Barkley (1997) argued that an imperfection in BIS has remarkable role in delinquency. So consistent with
these investigations it is presumed that deficiency in passive avoidance learning is associated with jueline
delinquency, conduct disorder and running away from home. In other side Whit et al (1994) suggested
that impulsivity and capability in self regulation and lack of response inhibition is an important component
in running away from home and other delinquent behavior (Vitale et al, 2005).
In addition, White et al (1994) illustrated that impulsivity and self regulation deficit and weak BIS is a
significant factor in delinquent behavior. Kinsey (2004) demonstrated that psychopaths have both over
reactive BAS and under reactive BIS. In other words, psychopaths are not only relatively weak in BIS; but
also are strong in BAS(Wallace and Newman,2006).
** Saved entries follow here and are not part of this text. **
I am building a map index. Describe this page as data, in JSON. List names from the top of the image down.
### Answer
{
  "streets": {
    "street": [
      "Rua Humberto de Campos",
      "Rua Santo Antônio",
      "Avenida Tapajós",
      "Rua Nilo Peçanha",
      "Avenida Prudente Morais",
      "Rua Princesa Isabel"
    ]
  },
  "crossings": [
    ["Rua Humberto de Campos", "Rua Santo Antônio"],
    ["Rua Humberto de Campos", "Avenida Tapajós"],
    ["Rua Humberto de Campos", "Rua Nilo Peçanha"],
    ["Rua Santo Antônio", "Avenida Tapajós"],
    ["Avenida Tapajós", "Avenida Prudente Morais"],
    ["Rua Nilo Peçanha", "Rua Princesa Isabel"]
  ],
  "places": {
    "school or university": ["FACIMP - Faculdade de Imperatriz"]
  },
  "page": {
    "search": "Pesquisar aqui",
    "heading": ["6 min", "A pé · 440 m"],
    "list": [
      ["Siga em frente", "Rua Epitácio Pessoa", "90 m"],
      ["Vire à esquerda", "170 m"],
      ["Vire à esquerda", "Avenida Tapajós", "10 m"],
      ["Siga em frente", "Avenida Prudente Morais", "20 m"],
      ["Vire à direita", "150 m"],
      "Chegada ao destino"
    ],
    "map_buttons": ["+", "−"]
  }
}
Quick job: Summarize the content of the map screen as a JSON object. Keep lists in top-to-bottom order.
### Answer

Under reactive BIS- because of deficiently processing of threat related stimulies- leads to maladjusted
behaviors. Gray acknowledges that antisocial behavior, in individuals with over reactive BAS and with
deficient inhibitory control BIS, is considerably stronger and more durable(Walker et al,1991). In addition,
Walker et al (1991) findings accord with Gray theory and the current study. Their findings revealed that
children with conduct disorder and anxiety co morbid diagnosis displayed significantly less antisocial and
delinquent behaviors than children with exclusively conduct disorder diagnosis. (That had under reactive
BIS).
Kooijmans et al (2000) demonstrated that in children with conduct disorder and oppositional defiant
disorder, inhibitory control is significantly weaker than normal children.
On the other side, considering the formal statistics of welfare organization in Iran which indicated that at
least 40% of runaway girls had a kind of externalizing behavior (conduct disorder, ADHD, personality
disorders and oppositional deficient disorder). Moreover, considering the second hypothesis that runaway
girls have more under reactive BIS than normal girls was proved. Consequently, the current study results
are consistent with Quays proposal.
As a result, it is possible that individuals with weak BIS have deficiency in developing of nervous systems
located in prefrontal lob and have crucial role in executive functioning. Moreover, they are impaired in
anterior cingulated and basal ganglia functions. So, an imperfection in this process can contribute to lack
of inhibitory control, and impulsive or involuntary behaviors that predisposes one to do delinquent
behaviors such as running away from home .
The third hypothesis didn’t prove in spite of this fact that runaway girls had lower scores in fight flight
system than normal girls .so, there were no significant difference between two groups.